Seau's shocking suicide Wednesday continued a tragic trend among the lineup, dating back to linebacker David Grigg's fatal car wreck in 1995, a few months after the team's Super Bowl loss to the San Francisco 49ers.

Running back Rodney Culver died a year later in a ValuJet airplane crash in Florida, before linebacker Doug Miller was struck twice by lightning during a camping trip in Colorado in 1998.

A decade passed before center Curtis Whitley died of an apparently accidental drug overdose in 2008, the same year that defensive end Chris Mims succumbed to an enlarged heart.

Defensive lineman Shawn Lee and linebacker Lew Bush both died last year from heart attacks, before Seau took his own life with a gunshot wound to the chest. All of the players died before reaching 45.

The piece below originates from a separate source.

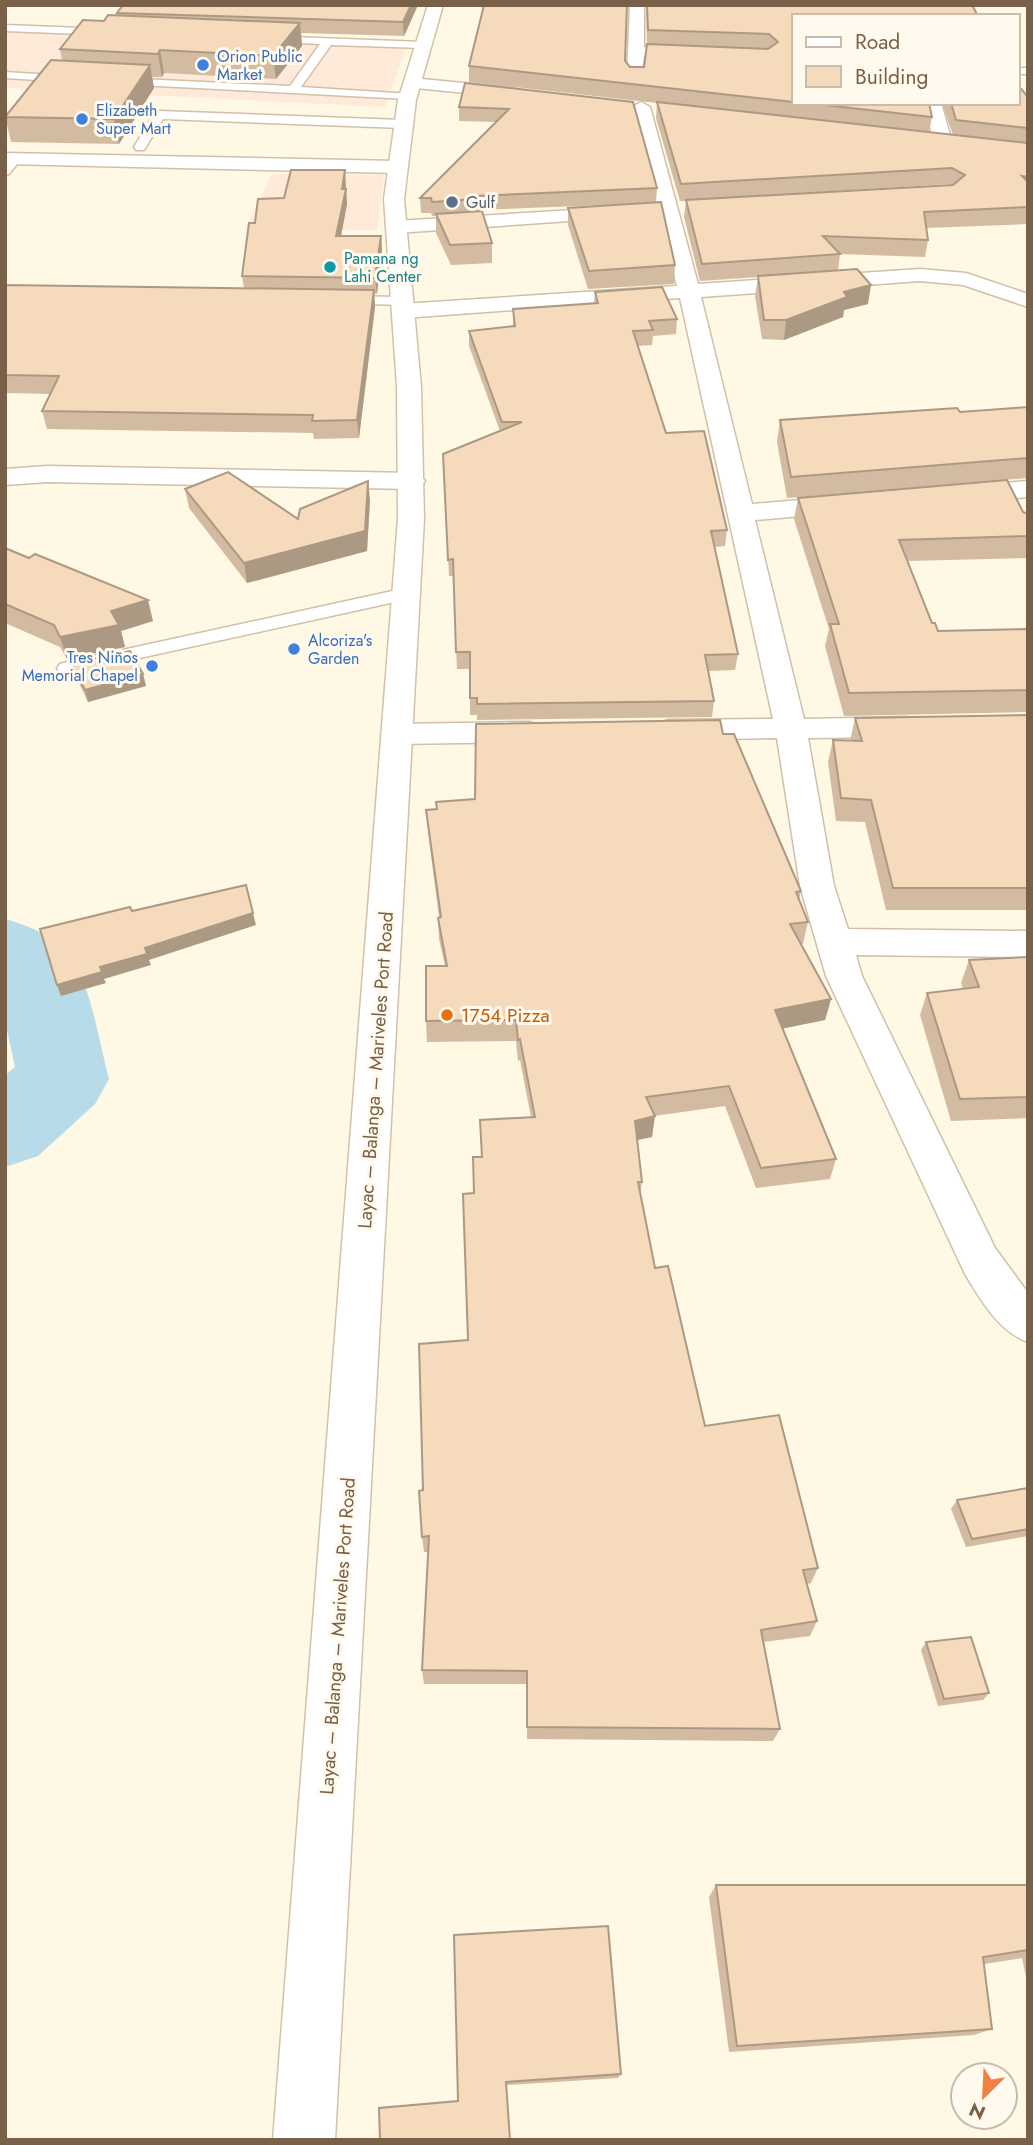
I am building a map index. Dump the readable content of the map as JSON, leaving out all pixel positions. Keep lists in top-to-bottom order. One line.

"It's kind of like a 'Final Destination' movie," Davis told TMZ. "I feel we might be cursed, and it's scary."

After the 17-13 victory over the Pittsburgh Steelers in the AFC Championship Game, the 1994 Chargers lost 49-26 to the 49ers in Super Bowl XXIX.

"Ever since [the win over Pittsburgh], it has been downhill," Davis said. "At the end, we didn't win the Super Bowl and now this. It's just scary, and I have no answer."

Center Courtney Hall first entertained the idea of a "curse" four years ago when Mims became the fifth team member to die, but he said Seau's suicide left him unable to explain events.

"I'm still kind of processing everything right now," Hall told Yahoo Sports. "I had more to say back [in 2008] than I do now. I really am at a loss for words."

Hall, though, said the surviving members of the team pledged to be more involved in each other's lives as they exchanged calls in the wake of Seau's death.

"In general, we talked about getting together and reaching out to one another," he said. "The thing I related to everybody is that we are a brotherhood ... We developed bonds and dealt with the same issues and the same ups and downs. For me, I've gotten to the point where I wish we as a group of elite athletes are able to reach out to each other more and are able to talk about what's going on in our lives."

Davis echoed the call for the retired players to stick together.

"Every year, the Chargers have an alumni weekend," he said. "Maybe we need to reach out to the remaining players and all agree to get together as a group. It's just scary."